In fact, it looks like liberals are taking this far more seriously than they are letting on. Furthermore, their underground efforts to disrupt the Tea Parties may even be a tacit endorsement of their effectiveness. Michelle Malkin noted that, “the tax-subsidized and Soros-subsidized troops are going to try and wreak havoc every way they can. Many readers and fellow bloggers have seen signs that ACORN may send in ringers and saboteurs”.

But one reason there is reason for liberals to fear this spontaneous movement is that, for years, the nature of conservatism to be a chaotic movement (in the sense that conservatives are guided by an “invisible hand” as opposed to following appointed “leaders”) has been a political detriment. The good news is that technology has finally arrived at a point where this independent nature is no longer a liability.

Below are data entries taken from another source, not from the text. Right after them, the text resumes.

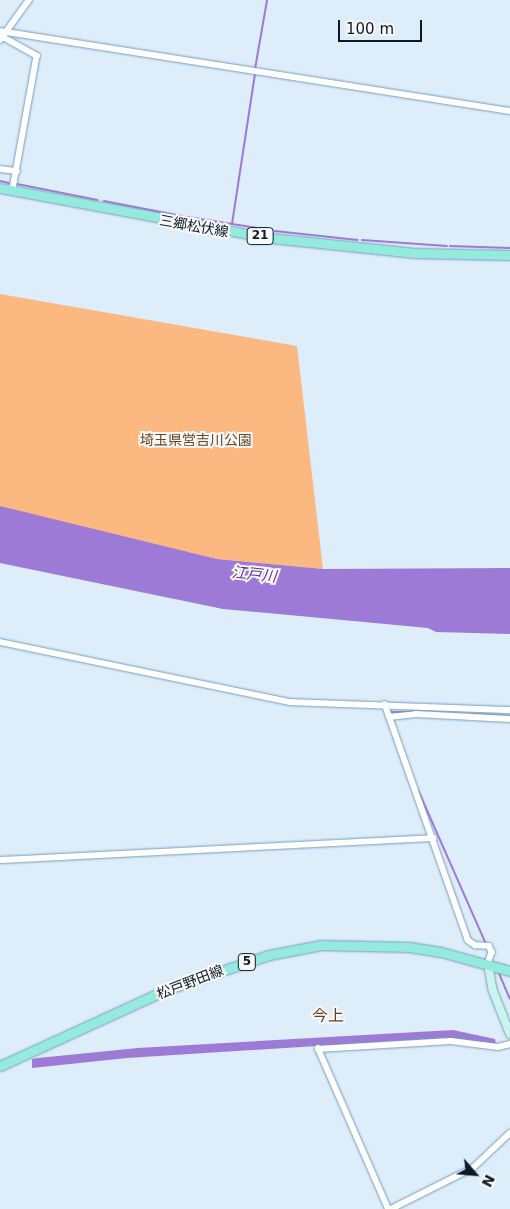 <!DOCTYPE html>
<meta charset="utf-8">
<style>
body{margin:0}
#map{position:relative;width:510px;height:1209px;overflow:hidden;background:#ddedfa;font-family:"DejaVu Sans","Noto Sans JP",sans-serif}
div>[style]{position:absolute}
.green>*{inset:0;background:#fbb981}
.water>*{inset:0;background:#9e7ad7}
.stream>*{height:2px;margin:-1px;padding:0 1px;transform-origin:1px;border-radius:1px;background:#9e7ad7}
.roads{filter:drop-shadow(0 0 1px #769dba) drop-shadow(0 0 1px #769dba)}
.street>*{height:5.5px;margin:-2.75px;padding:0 2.75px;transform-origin:2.75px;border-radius:2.75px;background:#fff}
.secondary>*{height:8px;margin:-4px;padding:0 4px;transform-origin:4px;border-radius:4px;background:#caf4ee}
.primary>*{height:9px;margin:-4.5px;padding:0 4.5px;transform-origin:4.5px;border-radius:4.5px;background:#94eadd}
span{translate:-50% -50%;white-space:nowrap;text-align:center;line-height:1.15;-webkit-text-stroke:4px #f8f8f8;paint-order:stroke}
.shield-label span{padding:1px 4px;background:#f8f8f8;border:1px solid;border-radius:4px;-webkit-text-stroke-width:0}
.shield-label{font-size:12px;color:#0b1a25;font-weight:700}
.street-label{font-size:14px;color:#0b1a25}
.park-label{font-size:14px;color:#694525}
.water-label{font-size:15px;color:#5f2c9a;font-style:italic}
.quarter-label{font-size:16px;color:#6a3f17}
.north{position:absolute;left:450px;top:1149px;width:50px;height:50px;-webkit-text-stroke:4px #f8f8f8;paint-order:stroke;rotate:117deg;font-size:14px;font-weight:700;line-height:20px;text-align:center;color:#0b1a25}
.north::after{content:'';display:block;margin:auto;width:18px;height:22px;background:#0b1a25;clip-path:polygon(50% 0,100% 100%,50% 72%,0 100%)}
.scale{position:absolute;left:338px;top:20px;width:84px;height:22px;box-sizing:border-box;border:2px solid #0b1a25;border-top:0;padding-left:6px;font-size:15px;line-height:18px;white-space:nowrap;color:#0b1a25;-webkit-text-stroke:4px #f8f8f8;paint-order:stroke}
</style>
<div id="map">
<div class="green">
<div style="clip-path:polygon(0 294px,297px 346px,323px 569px,217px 559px,0 507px)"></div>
</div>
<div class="water">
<div style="clip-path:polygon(0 506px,217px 559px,323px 569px,510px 568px,510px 634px,436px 632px,428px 628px,223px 609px,0 563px)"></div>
<div style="clip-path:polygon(453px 1030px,495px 1039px,496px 1044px,451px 1038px,395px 1041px,127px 1058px,32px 1068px,32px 1059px,38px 1058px,138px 1048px)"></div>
</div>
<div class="stream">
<div style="left:255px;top:69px;width:70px;rotate:-80.1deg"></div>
<div style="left:0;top:181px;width:9px;rotate:13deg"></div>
<div style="left:17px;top:184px;width:82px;rotate:11.3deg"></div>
<div style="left:104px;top:201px;width:79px;rotate:10.9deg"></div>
<div style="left:188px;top:217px;width:83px;rotate:9deg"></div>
<div style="left:232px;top:224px;width:152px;rotate:-81.3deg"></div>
<div style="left:275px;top:231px;width:83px;rotate:6.2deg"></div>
<div style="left:362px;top:240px;width:85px;rotate:4deg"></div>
<div style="left:450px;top:246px;width:60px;rotate:1.9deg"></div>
<div style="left:390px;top:712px;width:23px"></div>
<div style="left:472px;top:714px;width:38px;rotate:3deg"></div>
<div style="left:418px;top:790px;width:168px;rotate:66.2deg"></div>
<div style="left:498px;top:971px;width:30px;rotate:67deg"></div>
</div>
<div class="roads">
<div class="street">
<div style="left:0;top:31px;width:516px;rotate:8.91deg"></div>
<div style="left:3px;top:37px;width:39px;rotate:29deg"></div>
<div style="left:37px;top:56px;width:136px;rotate:100.2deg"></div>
<div style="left:0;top:40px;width:49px;rotate:-54.1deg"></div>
<div style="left:0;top:169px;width:17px;rotate:7deg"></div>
<div style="left:0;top:642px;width:297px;rotate:11.7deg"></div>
<div style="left:291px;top:702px;width:219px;rotate:2.1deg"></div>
<div style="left:385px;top:704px;width:250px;rotate:70.6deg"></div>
<div style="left:468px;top:940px;width:9px;rotate:36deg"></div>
<div style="left:475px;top:945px;width:14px;rotate:4deg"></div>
<div style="left:489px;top:946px;width:7px;rotate:63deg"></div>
<div style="left:492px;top:952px;width:13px;rotate:108deg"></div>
<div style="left:389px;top:717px;width:27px;rotate:-6deg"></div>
<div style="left:416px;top:714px;width:94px;rotate:3deg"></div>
<div style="left:0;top:860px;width:434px;rotate:-2.9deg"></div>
<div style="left:388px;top:1209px;width:175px;rotate:-113.6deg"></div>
<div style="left:318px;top:1049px;width:133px;rotate:-3.4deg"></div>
<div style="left:451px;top:1041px;width:47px;rotate:7.3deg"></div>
<div style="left:498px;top:1047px;width:12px;rotate:-14deg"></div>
<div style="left:391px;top:1209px;width:92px;rotate:-26.6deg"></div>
<div style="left:473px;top:1168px;width:51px;rotate:-43.4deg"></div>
</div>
<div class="secondary">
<div style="left:488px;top:964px;width:27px;rotate:80deg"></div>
<div style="left:493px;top:991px;width:46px;rotate:68.4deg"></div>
</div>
<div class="primary">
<div style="left:0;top:188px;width:276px;rotate:10.5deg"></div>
<div style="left:271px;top:238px;width:145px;rotate:5.9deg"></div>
<div style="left:415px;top:253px;width:95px;rotate:1.2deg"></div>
<div style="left:0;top:1066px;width:183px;rotate:-24.6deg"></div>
<div style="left:166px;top:990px;width:109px;rotate:-18.8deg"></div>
<div style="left:269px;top:955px;width:53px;rotate:-10.9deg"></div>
<div style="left:321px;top:945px;width:88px;rotate:1.3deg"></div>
<div style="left:409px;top:947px;width:32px;rotate:9deg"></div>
<div style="left:441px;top:952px;width:72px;rotate:15.4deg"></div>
</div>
</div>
<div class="shield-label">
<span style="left:260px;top:236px">21</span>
<span style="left:247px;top:962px">5</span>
</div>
<div class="street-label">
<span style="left:194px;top:226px;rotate:10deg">三郷松伏線</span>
<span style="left:190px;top:982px;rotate:-21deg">松戸野田線</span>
</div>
<div class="park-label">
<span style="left:196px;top:440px">埼玉県営吉川公園</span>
</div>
<div class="water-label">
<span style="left:254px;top:575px;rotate:6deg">江戸川</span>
</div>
<div class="quarter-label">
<span style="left:328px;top:1016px">今上</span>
</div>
<div class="north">N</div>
<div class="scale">100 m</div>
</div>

I think Matt is right. At one time, the fact that conservatives tended to be working, spread out and difficult to organize because, well, they have lives, has changed thanks to technology.

Also, I think that everyone–both elected officials (Republicans included) and the Left–is underestimating the fury. Yes. Fury. Moral outrage is mild. When my Aunt and Uncle at age 70 know about the Tea Party and are going into Chicago to attend and protest, the sentiment has reached the bottom of the grassroots. My Aunt and Uncle don’t read my blog. They are barely computer literate. But they get email and they know all about the Tea Party and they’ll be there. I was shocked, frankly, at their anger and involvement.

Underestimate this movement to your own demise. And every elected Republican should have his or her ass at the Tea Party. Don’t expect to speak. Just be there and absorb. Listen to your constituents and keep your yappers shut. Right now, you have no credibility. That includes you, Newt. People are sick and tired of hearing talk and ideas and then having the government get bigger, take more and just generally acting irresponsible.